Questions fréquentes sur La famille des Médicis

  • Quand la famille des Médicis a-t-elle pris le pouvoir à Florence ?
    La domination politique des Médicis a commencé en 1434 quand Côme de Médicis est revenu d'exil et a effectivement pris le contrôle de la République florentine, bien que la famille ait accumulé de la richesse par la banque depuis la fin des années 1300. Ils ont régné — tantôt ouvertement, tantôt en tant que « premiers citoyens » derrière des façades républicaines — jusqu'à l'extinction de la lignée masculine en 1737.
  • Comment les Médicis ont-ils fait leur fortune ?
    Par la banque. La Banque des Médicis, fondée par Giovanni di Bicci de' Medici en 1397, est devenue la plus grande banque d'Europe au XVe siècle. Ils géraient les comptes de papes, de rois et de marchands à travers le continent. Leur succursale à Bruges était si importante que le peintre flamand Hans Memling leur a peint des retables. Les méthodes de comptabilité en partie double qu'ils ont développées ont influencé la comptabilité moderne.
  • Quel Médicis était le plus important ?
    Laurent de Médicis (1449-1492), surnommé « il Magnifico », est généralement considéré comme le sommet de la famille. Sous Laurent, Florence est devenue la capitale culturelle de l'Europe. Il a personnellement befriendé Botticelli, Michel-Ange (qui a vécu dans son foyer en tant qu'adolescent prodige) et Politien. Il était aussi un poète de vrai talent. Sa mort à 43 ans est souvent considérée comme le début du déclin de Florence en tant que centre de la Renaissance.

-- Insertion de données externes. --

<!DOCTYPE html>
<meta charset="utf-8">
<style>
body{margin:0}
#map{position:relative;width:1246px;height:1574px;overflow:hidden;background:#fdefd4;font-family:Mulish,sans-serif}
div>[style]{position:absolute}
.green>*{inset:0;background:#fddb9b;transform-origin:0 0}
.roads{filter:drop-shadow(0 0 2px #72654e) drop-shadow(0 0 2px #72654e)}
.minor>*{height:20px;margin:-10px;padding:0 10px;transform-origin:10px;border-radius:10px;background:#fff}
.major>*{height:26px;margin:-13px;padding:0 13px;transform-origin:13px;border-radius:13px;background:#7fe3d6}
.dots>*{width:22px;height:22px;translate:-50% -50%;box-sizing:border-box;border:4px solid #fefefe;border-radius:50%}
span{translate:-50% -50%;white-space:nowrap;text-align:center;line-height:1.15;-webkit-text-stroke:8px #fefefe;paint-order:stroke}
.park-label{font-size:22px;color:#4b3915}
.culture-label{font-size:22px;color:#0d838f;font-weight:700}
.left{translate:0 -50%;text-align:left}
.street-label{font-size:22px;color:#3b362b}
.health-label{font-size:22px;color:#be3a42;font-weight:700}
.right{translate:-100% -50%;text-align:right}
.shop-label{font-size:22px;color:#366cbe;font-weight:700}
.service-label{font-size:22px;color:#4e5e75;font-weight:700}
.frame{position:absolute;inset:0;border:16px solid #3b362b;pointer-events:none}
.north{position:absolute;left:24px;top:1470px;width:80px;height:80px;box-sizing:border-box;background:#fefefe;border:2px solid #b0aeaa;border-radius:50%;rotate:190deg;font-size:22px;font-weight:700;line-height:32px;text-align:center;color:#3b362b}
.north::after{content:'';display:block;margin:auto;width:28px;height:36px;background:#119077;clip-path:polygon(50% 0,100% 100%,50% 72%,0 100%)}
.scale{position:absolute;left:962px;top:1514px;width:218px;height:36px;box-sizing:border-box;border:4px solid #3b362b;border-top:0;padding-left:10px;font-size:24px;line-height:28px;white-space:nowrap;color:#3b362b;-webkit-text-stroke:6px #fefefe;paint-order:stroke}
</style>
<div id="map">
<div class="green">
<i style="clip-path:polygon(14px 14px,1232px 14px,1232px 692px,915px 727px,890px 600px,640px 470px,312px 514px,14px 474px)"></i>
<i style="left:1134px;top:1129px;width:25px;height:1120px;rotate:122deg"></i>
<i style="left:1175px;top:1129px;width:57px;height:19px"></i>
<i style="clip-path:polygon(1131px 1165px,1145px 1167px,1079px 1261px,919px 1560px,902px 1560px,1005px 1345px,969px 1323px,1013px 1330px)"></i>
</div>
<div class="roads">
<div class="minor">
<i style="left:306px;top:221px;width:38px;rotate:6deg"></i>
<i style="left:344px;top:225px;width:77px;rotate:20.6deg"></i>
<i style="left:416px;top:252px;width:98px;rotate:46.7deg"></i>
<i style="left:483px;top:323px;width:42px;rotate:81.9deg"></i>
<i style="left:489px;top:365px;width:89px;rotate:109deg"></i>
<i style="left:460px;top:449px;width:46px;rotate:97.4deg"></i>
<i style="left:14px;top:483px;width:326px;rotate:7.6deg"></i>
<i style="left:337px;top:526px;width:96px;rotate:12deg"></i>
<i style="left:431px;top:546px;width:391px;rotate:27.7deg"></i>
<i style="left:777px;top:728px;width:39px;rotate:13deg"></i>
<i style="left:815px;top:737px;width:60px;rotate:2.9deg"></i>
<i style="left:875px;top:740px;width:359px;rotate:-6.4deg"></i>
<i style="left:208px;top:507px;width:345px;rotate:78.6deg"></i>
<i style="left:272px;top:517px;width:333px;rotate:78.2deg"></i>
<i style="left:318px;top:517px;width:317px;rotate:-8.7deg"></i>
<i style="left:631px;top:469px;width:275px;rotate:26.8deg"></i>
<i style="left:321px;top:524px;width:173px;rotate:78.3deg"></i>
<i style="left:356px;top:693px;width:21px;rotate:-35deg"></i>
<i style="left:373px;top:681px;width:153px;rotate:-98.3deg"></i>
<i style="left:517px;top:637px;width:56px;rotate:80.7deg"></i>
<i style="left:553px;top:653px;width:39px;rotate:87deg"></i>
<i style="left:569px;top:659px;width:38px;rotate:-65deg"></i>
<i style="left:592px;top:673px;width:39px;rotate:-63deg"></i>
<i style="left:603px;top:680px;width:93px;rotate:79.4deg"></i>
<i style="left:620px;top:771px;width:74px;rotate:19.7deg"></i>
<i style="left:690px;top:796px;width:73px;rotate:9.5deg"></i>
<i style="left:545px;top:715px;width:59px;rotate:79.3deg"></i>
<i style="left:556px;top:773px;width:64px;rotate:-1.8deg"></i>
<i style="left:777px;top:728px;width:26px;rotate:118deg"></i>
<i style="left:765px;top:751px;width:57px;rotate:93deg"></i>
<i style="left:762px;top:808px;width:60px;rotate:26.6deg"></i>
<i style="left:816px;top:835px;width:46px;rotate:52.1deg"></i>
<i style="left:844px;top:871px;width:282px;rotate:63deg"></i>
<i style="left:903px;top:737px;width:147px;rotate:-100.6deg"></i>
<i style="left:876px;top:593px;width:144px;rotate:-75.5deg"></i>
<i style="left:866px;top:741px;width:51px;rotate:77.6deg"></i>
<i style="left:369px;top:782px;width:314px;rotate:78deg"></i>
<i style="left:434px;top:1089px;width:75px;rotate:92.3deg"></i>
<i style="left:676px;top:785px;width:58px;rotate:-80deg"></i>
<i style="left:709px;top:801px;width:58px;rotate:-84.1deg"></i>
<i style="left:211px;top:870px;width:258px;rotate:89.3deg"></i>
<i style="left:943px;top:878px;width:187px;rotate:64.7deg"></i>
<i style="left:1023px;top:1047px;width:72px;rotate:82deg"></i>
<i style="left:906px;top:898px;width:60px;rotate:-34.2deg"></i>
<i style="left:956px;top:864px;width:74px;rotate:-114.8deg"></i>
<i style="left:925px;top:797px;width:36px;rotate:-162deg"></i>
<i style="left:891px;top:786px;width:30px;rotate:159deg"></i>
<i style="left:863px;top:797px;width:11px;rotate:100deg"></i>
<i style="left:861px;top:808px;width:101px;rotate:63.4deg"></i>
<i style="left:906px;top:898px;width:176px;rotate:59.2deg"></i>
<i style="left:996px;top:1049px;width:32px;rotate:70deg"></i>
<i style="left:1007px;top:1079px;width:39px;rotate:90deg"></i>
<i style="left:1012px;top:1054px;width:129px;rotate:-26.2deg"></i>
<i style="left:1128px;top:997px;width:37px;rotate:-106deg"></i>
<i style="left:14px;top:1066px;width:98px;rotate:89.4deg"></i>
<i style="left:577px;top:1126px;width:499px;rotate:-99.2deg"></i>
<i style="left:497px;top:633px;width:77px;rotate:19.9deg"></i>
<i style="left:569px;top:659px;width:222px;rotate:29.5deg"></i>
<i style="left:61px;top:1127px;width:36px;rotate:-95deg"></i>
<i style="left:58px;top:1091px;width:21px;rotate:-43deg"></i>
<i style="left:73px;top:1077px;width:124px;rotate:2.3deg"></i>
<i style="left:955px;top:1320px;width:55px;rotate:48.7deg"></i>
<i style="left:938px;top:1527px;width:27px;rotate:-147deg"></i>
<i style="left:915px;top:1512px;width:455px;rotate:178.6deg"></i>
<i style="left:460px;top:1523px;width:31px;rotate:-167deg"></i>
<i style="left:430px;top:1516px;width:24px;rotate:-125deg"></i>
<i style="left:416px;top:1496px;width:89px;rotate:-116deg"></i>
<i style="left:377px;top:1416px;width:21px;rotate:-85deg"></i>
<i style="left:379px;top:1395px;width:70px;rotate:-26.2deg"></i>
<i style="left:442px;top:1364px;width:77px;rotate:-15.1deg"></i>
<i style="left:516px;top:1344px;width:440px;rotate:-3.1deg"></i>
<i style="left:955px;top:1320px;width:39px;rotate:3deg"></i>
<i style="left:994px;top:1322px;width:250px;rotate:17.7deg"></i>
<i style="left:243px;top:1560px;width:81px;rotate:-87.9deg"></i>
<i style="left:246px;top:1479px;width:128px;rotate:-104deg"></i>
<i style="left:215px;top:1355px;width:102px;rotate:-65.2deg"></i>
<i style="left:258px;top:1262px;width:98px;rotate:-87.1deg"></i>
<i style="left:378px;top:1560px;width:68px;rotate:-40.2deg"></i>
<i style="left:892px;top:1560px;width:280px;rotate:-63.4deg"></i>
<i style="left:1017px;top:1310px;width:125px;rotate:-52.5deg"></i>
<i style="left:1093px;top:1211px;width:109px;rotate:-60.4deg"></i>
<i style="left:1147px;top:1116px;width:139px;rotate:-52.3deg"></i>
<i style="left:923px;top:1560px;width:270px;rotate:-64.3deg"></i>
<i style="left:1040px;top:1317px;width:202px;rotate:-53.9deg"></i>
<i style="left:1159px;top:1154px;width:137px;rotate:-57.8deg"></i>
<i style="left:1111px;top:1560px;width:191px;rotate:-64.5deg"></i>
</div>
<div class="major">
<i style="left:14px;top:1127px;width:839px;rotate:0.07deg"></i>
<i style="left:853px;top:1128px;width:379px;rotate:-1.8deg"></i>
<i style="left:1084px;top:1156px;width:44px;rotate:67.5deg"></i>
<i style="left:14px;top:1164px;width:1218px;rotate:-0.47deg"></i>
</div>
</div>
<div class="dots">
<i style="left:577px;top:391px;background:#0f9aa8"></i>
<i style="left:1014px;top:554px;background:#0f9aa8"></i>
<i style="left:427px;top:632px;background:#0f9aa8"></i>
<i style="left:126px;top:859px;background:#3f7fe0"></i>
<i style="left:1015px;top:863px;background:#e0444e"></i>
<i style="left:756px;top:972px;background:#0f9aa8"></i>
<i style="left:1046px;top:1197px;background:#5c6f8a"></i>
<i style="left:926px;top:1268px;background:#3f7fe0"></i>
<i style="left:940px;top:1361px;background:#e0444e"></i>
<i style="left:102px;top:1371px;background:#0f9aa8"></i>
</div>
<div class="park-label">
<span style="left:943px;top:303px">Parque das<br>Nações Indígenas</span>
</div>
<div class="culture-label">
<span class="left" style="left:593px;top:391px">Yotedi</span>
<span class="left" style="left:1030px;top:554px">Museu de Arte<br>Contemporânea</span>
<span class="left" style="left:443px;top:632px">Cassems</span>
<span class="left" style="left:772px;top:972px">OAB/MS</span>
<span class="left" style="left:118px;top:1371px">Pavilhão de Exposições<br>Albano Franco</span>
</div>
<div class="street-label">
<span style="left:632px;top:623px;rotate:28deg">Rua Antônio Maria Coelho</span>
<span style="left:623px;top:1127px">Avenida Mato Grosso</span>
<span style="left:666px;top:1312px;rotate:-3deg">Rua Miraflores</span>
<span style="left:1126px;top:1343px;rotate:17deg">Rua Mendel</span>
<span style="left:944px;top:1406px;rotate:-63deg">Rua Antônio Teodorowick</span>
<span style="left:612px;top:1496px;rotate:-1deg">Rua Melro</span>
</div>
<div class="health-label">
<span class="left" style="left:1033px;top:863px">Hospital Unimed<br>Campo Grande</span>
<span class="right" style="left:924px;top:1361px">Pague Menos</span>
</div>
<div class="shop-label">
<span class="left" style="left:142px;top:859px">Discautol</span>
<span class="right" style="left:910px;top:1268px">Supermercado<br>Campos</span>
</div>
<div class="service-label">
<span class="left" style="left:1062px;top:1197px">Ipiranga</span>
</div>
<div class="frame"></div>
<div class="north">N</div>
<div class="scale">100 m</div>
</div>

  • Quels sites des Médicis peut-on visiter à Florence ?
    Les principaux sites sont : le Palazzo Medici Riccardi (leur palais originel sur Via Cavour), les Chapelles des Médicis à San Lorenzo (où la majeure partie de la famille est enterrée, avec la Nouvelle Sacristie de Michel-Ange), la Galerie des Offices (construite par Côme Ier, abritant maintenant la collection d'art de la famille), le Palazzo Vecchio (siège du pouvoir des Médicis après 1540), les Jardins de Boboli (jardins de plaisance des Médicis derrière le Palazzo Pitti), et la Basilique San Lorenzo elle-même.
  • Les Médicis avaient-ils des ennemis ?

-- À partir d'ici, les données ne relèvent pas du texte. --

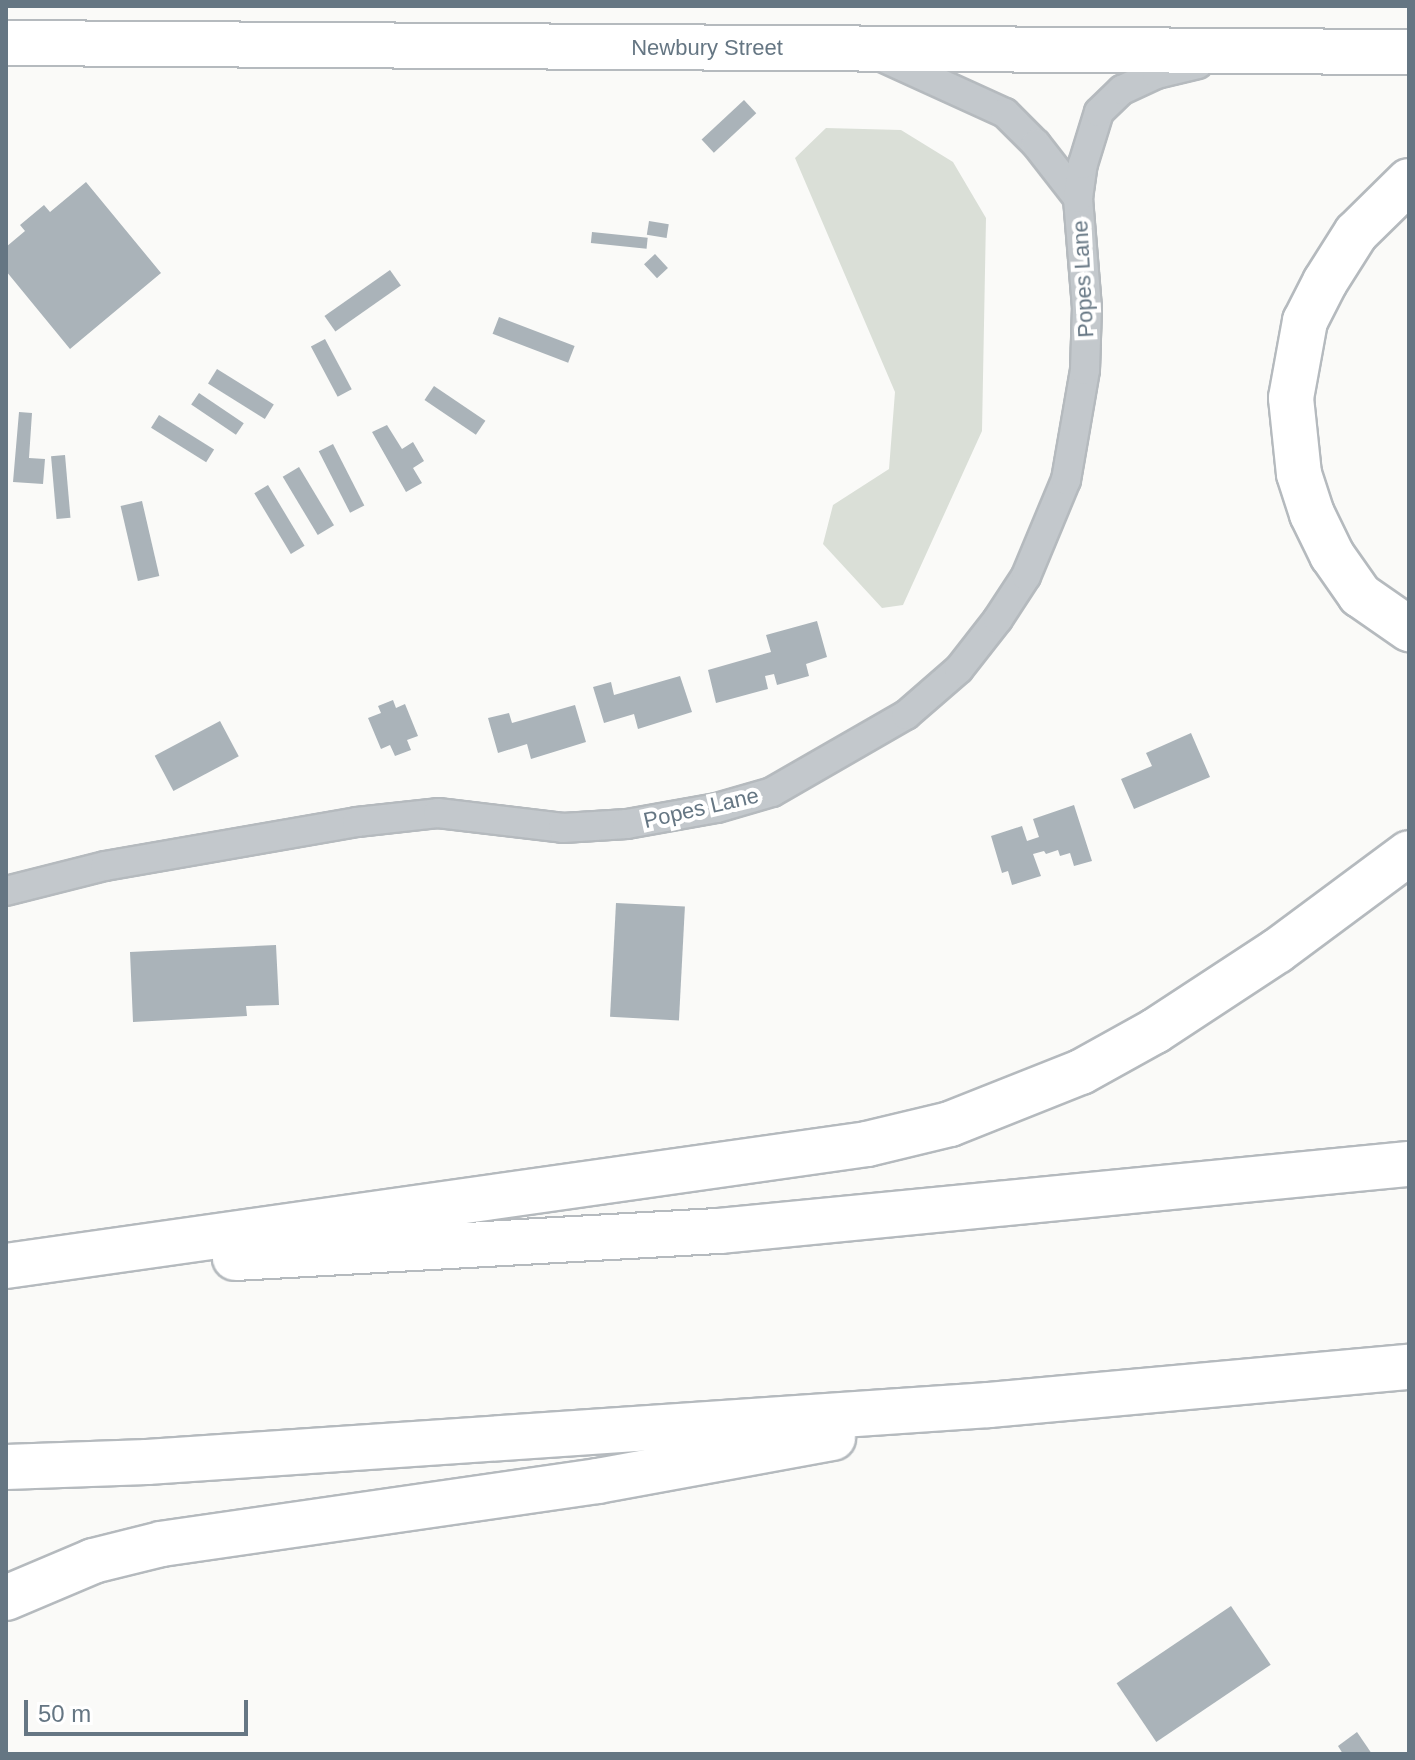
<!DOCTYPE html>
<style>
body{margin:0}
#map{position:relative;width:1415px;height:1760px;overflow:hidden;background:#fafaf8;font-family:Arial,sans-serif}
div>[style]{position:absolute}
[style*='--x']{left:calc(var(--x)*1px);top:calc(var(--y)*1px);width:calc(var(--w)*1px);rotate:calc(var(--a)*1deg)}
.green>*{inset:0;background:#dadfd7}
.building>*{inset:0;background:#aab3b9;transform-origin:0 0}
.roads{filter:drop-shadow(2px 0 #b5babe) drop-shadow(-2px 0 #b5babe) drop-shadow(0 2px #b5babe) drop-shadow(0 -2px #b5babe)}
.minor>*{height:28px;margin:-14px;padding:0 14px;transform-origin:14px;border-radius:14px;background:#c3c8cc}
.primary>*{height:44px;margin:-22px;padding:0 22px;transform-origin:22px;border-radius:22px;background:#fff}
.motorway>*{height:44px;margin:-22px;padding:0 22px;transform-origin:22px;border-radius:22px;background:#fff}
span{translate:-50% -50%;white-space:nowrap;text-align:center;line-height:1.15;-webkit-text-stroke:8px #fff;paint-order:stroke}
.street-label{font-size:22px;color:#657683}
.frame{position:absolute;inset:0;border:8px solid #657683;pointer-events:none}
.scale{position:absolute;left:24px;top:1700px;width:224px;height:36px;box-sizing:border-box;border:4px solid #657683;border-top:0;padding-left:10px;font-size:24px;line-height:28px;white-space:nowrap;color:#657683;-webkit-text-stroke:6px #fff;paint-order:stroke}
</style>
<div id="map">
<div class="green">
<i style="clip-path:polygon(826px 128px,901px 130px,953px 162px,986px 218px,982px 431px,903px 605px,882px 608px,823px 544px,833px 505px,889px 469px,895px 392px,795px 158px)"></i>
</div>
<div class="building">
<i style="left:744px;top:100px;width:18px;height:58px;rotate:47deg"></i>
<i style="clip-path:polygon(86px 182px,161px 273px,70px 349px,6px 271px,6px 247px,25px 231px,20px 225px,44px 205px,50px 212px)"></i>
<i style="left:649px;top:221px;width:20px;height:14px;rotate:9deg"></i>
<i style="left:592px;top:232px;width:56px;height:11px;rotate:6deg"></i>
<i style="left:655px;top:254px;width:19px;height:15px;rotate:47deg"></i>
<i style="left:390px;top:270px;width:19px;height:80px;rotate:55deg"></i>
<i style="left:499px;top:317px;width:81px;height:18px;rotate:21deg"></i>
<i style="left:325px;top:339px;width:57px;height:16px;rotate:62deg"></i>
<i style="left:217px;top:369px;width:67px;height:17px;rotate:32deg"></i>
<i style="left:434px;top:386px;width:62px;height:17px;rotate:34deg"></i>
<i style="left:199px;top:393px;width:54px;height:14px;rotate:34deg"></i>
<i style="clip-path:polygon(19px 412px,32px 413px,29px 458px,45px 459px,43px 484px,13px 482px)"></i>
<i style="left:159px;top:415px;width:65px;height:15px;rotate:32deg"></i>
<i style="clip-path:polygon(387px 425px,402px 449px,413px 442px,424px 461px,413px 468px,422px 483px,406px 492px,372px 432px)"></i>
<i style="left:333px;top:444px;width:69px;height:16px;rotate:63deg"></i>
<i style="left:65px;top:455px;width:63px;height:14px;rotate:85deg"></i>
<i style="left:299px;top:467px;width:68px;height:19px;rotate:59deg"></i>
<i style="left:268px;top:485px;width:71px;height:16px;rotate:59deg"></i>
<i style="left:142px;top:501px;width:77px;height:22px;rotate:77deg"></i>
<i style="clip-path:polygon(817px 621px,827px 657px,806px 664px,809px 676px,777px 685px,774px 674px,765px 676px,768px 689px,716px 703px,708px 670px,771px 652px,766px 635px)"></i>
<i style="clip-path:polygon(680px 676px,692px 712px,638px 729px,634px 714px,604px 723px,593px 687px,611px 682px,614px 695px)"></i>
<i style="clip-path:polygon(393px 700px,396px 708px,405px 704px,418px 736px,407px 740px,411px 750px,395px 756px,390px 745px,381px 749px,368px 718px,381px 713px,378px 706px)"></i>
<i style="clip-path:polygon(575px 705px,586px 742px,531px 759px,527px 744px,498px 753px,488px 718px,509px 713px,512px 723px)"></i>
<i style="left:220px;top:721px;width:40px;height:74px;rotate:62deg"></i>
<i style="clip-path:polygon(1191px 733px,1210px 777px,1134px 809px,1121px 779px,1152px 766px,1146px 753px)"></i>
<i style="clip-path:polygon(1074px 805px,1092px 861px,1074px 866px,1070px 853px,1060px 856px,1058px 850px,1046px 854px,1044px 851px,1033px 854px,1041px 876px,1012px 885px,1008px 871px,1002px 873px,991px 836px,1022px 826px,1027px 841px,1039px 837px,1033px 819px)"></i>
<i style="left:616px;top:903px;width:69px;height:114px;rotate:3deg"></i>
<i style="clip-path:polygon(276px 945px,279px 1005px,246px 1006px,247px 1016px,133px 1022px,130px 952px)"></i>
<i style="left:1231px;top:1606px;width:71px;height:138px;rotate:56deg"></i>
<i style="clip-path:polygon(1357px 1732px,1372px 1754px,1343px 1754px,1338px 1746px)"></i>
</div>
<div class="roads">
<div class="minor">
<i style="--x:882;--y:57;--w:135;--a:24.5"></i>
<i style="--x:1005;--y:113;--w:44;--a:45"></i>
<i style="--x:1036;--y:144;--w:68;--a:52.1"></i>
<i style="--x:6;--y:891;--w:102;--a:-14.2"></i>
<i style="--x:105;--y:866;--w:256;--a:-9.9"></i>
<i style="--x:357;--y:822;--w:81;--a:-6.3"></i>
<i style="--x:438;--y:813;--w:126;--a:6.8"></i>
<i style="--x:563;--y:828;--w:64;--a:-3.6"></i>
<i style="--x:627;--y:824;--w:91;--a:-10.1"></i>
<i style="--x:717;--y:808;--w:57;--a:-16.2"></i>
<i style="--x:772;--y:792;--w:155;--a:-29.9"></i>
<i style="--x:906;--y:715;--w:70;--a:-41"></i>
<i style="--x:959;--y:669;--w:63;--a:-52"></i>
<i style="--x:998;--y:619;--w:51;--a:-56.9"></i>
<i style="--x:1026;--y:576;--w:104;--a:-67.4"></i>
<i style="--x:1066;--y:480;--w:112;--a:-80.2"></i>
<i style="--x:1085;--y:370;--w:62;--a:-88.2"></i>
<i style="--x:1087;--y:308;--w:110;--a:-94.7"></i>
<i style="--x:1078;--y:198;--w:34;--a:-82"></i>
<i style="--x:1083;--y:164;--w:54;--a:-72.9"></i>
<i style="--x:1099;--y:112;--w:32;--a:-44"></i>
<i style="--x:1122;--y:90;--w:38;--a:-25"></i>
<i style="--x:1157;--y:74;--w:42;--a:-13.7"></i>
</div>
<div class="primary">
<i style="--x:6;--y:43;--w:1403;--a:0.37"></i>
<i style="--x:1409;--y:181;--w:74;--a:135.5"></i>
<i style="--x:1356;--y:233;--w:58;--a:122.3"></i>
<i style="--x:1325;--y:282;--w:44;--a:117.1"></i>
<i style="--x:1305;--y:321;--w:78;--a:100.3"></i>
<i style="--x:1291;--y:398;--w:76;--a:84"></i>
<i style="--x:1299;--y:474;--w:42;--a:72"></i>
<i style="--x:1312;--y:514;--w:46;--a:64"></i>
<i style="--x:1332;--y:555;--w:49;--a:55"></i>
<i style="--x:1360;--y:595;--w:60;--a:34.8"></i>
</div>
<div class="motorway">
<i style="--x:235;--y:1258;--w:485;--a:-3.2"></i>
<i style="--x:719;--y:1231;--w:693;--a:-5.55"></i>
<i style="--x:6;--y:1266;--w:870;--a:-8.06"></i>
<i style="--x:867;--y:1144;--w:85;--a:-13.5"></i>
<i style="--x:950;--y:1124;--w:141;--a:-21.7"></i>
<i style="--x:1081;--y:1072;--w:85;--a:-29"></i>
<i style="--x:1155;--y:1031;--w:146;--a:-33.3"></i>
<i style="--x:1277;--y:951;--w:164;--a:-36.6"></i>
<i style="--x:6;--y:1467;--w:141;--a:-2"></i>
<i style="--x:147;--y:1462;--w:844;--a:-3.87"></i>
<i style="--x:989;--y:1405;--w:422;--a:-5.2"></i>
<i style="--x:6;--y:1598;--w:95;--a:-23"></i>
<i style="--x:93;--y:1561;--w:70;--a:-14"></i>
<i style="--x:161;--y:1544;--w:442;--a:-8.2"></i>
<i style="--x:598;--y:1481;--w:239;--a:-10.4"></i>
</div>
</div>
<div class="street-label">
<span style="left:707px;top:48px">Newbury Street</span>
<span style="left:1083px;top:279px;rotate:-93deg">Popes Lane</span>
<span style="left:701px;top:808px;rotate:-13deg">Popes Lane</span>
</div>
<div class="frame"></div>
<div class="scale">50 m</div>
</div>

    Oui, et ils en ont délibérément créé. L'épisode le plus dramatique a été la conjuration des Pazzi de 1478 : des banquiers rivaux ont engagé des assassins pour tuer Laurent et son frère Giuliano pendant la Haute Messe dans le Duomo. Giuliano a été poignardé 19 fois et tué. Laurent a réussi à s'échapper dans la sacristie. La riposte des Médicis a été immédiate — des dizaines de conspirateurs ont été pendus aux fenêtres du Palazzo della Signoria en quelques jours.
  • Les Médicis étaient-ils de mauvaises personnes ?
    Par les standards modernes, oui sur plusieurs points : ils étaient des autocrates efficaces qui ont sapé les institutions républicaines, ont parfois utilisé l'assassinat et l'exil contre leurs ennemis, et ont accumulé de la richesse par des méthodes exploitatives par les standards de n'importe quelle époque. Mais le jugement historique est compliqué par leur extraordinaire mécénat culturel et le fait que la majeure partie de ce qui rend Florence célèbre dans le monde entier a été commandée ou rendue possible par eux.